Now many players may be wondering why this is necessary on the withdrawal page.

You could simply withdraw your funds in BTC and, once it’s on the exchange, exchange that BTC for a stablecoin that you can use to time your trades.

While this is true, there are crypto fees to consider.

Keep in mind that every time you make a crypto trade — that is, every time you move crypto from one wallet to another — you will be charged a native blockchain fee for the crypto transaction in question.

Why get charged twice?

Claiming withdrawals in stablecoin and sending those coins directly to your exchange account is a wire transfer. Ergo, a fee.

Similarly, claiming withdrawals in BTC and sending it to your exchange account is one transfer and one fee, but converting that BTC to a stablecoin once it’s on the exchange is another transfer and one more fee.

Also, each additional transfer you make takes time, and when you’re buying dips, time is not your friend.

But we’re your friend, and that’s why we put together this little stablecoin betting PSA.
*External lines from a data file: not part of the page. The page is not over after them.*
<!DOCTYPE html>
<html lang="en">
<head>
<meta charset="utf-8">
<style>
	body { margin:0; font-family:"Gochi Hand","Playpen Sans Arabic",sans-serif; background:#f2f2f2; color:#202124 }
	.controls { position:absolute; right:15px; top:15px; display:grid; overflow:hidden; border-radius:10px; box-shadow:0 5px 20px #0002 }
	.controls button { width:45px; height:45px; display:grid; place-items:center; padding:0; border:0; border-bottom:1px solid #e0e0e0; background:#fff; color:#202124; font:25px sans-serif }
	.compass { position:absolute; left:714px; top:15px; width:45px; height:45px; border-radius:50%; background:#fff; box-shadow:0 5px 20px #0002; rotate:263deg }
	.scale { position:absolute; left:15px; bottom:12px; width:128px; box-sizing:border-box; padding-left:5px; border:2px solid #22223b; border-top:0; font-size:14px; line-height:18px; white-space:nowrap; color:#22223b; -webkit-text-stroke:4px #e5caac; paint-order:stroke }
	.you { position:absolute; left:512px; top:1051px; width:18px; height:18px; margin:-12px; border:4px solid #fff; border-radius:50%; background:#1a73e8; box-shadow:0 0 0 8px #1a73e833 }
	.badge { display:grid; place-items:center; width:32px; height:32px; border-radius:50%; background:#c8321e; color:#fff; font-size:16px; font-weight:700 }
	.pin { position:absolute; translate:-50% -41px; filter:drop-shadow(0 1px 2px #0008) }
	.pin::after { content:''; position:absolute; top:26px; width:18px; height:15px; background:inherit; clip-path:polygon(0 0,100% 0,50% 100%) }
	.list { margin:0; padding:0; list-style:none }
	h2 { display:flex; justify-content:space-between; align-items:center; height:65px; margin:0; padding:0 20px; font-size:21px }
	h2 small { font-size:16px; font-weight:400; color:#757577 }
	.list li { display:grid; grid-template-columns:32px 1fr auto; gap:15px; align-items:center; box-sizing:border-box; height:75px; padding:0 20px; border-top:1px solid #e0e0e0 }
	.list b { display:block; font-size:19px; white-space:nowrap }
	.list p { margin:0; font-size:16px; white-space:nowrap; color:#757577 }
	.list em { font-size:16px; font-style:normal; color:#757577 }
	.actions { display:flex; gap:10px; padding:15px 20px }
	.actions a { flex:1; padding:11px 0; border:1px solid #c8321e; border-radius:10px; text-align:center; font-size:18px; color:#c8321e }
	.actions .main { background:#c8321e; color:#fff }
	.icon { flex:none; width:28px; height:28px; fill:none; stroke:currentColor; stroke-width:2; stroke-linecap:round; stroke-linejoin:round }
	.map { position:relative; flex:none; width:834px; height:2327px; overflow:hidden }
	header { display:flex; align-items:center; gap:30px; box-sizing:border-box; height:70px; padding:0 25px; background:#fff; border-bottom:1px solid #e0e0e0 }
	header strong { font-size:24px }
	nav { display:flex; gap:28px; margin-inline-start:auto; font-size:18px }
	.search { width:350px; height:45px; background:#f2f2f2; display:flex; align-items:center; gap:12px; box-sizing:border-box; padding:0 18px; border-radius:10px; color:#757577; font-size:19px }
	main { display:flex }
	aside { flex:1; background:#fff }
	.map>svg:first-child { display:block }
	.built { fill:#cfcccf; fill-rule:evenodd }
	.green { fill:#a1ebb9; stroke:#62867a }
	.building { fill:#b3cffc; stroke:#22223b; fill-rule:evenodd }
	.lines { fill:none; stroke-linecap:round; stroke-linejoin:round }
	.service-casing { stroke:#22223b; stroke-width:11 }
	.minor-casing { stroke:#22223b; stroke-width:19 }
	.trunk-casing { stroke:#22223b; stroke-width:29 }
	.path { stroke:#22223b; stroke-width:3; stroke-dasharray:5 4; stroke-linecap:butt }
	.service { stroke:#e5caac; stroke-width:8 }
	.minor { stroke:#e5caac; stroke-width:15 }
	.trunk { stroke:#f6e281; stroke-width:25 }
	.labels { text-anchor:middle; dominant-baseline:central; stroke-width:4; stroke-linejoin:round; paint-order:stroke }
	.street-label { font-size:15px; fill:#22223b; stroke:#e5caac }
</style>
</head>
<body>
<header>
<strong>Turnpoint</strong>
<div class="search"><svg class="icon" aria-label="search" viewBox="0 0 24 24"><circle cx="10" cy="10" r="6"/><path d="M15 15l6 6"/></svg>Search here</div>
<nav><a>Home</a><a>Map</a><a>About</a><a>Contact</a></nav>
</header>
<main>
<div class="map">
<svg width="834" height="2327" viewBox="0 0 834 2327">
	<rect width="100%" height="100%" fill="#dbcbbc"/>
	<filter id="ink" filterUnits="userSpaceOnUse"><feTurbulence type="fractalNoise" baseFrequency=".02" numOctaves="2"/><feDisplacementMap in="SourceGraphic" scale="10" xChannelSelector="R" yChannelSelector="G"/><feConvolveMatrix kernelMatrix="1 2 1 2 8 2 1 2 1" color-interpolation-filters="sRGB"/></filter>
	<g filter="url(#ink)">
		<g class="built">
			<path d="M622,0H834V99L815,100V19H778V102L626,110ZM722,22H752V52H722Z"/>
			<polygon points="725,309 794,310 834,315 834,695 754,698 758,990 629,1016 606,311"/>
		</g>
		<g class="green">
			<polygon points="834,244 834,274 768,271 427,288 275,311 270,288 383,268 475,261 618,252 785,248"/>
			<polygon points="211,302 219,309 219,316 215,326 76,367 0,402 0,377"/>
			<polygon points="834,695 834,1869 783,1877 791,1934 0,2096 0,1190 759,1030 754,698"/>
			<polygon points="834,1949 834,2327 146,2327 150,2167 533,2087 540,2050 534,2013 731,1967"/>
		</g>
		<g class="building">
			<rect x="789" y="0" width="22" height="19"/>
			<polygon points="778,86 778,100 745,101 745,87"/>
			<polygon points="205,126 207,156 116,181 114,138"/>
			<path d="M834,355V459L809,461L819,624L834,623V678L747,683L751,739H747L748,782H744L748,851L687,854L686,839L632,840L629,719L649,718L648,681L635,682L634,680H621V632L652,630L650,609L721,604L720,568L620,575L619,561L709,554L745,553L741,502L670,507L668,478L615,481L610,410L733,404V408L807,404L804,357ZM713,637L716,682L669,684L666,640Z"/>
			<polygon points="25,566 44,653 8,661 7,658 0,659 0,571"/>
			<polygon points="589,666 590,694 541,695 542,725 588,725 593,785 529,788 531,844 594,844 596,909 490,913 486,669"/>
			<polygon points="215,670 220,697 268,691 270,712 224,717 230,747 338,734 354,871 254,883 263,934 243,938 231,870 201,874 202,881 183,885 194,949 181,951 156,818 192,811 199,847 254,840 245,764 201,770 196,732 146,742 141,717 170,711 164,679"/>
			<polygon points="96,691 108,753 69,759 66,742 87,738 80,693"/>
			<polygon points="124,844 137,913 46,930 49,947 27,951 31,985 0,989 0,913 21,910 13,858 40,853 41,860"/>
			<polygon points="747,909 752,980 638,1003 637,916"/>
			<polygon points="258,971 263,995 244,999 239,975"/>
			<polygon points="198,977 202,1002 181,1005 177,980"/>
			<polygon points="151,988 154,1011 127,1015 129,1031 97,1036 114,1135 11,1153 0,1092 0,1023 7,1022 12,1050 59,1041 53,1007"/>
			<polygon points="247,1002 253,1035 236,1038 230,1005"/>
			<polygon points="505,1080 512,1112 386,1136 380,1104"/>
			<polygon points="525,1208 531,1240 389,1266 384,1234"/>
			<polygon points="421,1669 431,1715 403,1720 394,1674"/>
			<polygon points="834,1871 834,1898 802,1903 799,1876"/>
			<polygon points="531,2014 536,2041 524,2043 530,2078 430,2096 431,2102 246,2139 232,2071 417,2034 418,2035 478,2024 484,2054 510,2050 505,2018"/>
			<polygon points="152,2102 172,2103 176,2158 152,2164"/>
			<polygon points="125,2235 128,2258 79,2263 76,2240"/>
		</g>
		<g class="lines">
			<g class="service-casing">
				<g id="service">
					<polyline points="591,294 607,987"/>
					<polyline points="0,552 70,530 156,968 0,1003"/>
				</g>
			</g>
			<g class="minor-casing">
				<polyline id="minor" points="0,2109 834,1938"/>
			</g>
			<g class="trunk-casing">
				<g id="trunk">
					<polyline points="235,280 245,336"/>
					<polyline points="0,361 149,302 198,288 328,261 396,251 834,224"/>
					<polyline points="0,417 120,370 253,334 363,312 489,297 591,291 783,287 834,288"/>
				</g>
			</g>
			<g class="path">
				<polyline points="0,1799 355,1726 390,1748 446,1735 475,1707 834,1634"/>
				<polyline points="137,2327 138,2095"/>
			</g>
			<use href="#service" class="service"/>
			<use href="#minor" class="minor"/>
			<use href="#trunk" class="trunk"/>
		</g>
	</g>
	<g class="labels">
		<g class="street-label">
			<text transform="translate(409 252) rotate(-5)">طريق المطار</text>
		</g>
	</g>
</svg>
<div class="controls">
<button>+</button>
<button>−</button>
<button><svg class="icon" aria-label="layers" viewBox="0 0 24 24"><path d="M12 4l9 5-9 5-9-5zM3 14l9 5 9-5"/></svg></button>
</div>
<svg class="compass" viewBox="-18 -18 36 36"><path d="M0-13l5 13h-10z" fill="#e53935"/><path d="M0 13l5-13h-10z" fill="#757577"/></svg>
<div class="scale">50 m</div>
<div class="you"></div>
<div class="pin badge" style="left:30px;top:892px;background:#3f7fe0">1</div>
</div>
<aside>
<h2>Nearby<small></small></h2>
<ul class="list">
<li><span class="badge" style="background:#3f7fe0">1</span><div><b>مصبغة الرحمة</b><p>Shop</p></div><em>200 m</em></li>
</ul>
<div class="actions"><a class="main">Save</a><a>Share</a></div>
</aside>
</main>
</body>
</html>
TL;DR: If the crypto market collapses and is at or near its monthly low across the board, go ahead and deposit with an unstable cryptocurrency. When the crypto market is booming and at or near a monthly high, deposit with a stablecoin (USDT or USDC).

When the market is rising and it’s time to retire, withdraw your money in a stablecoin. If the market is down when it’s time to claim your withdrawal, request your money in the form of an unstable coin. Trade swing, rinse and repeat.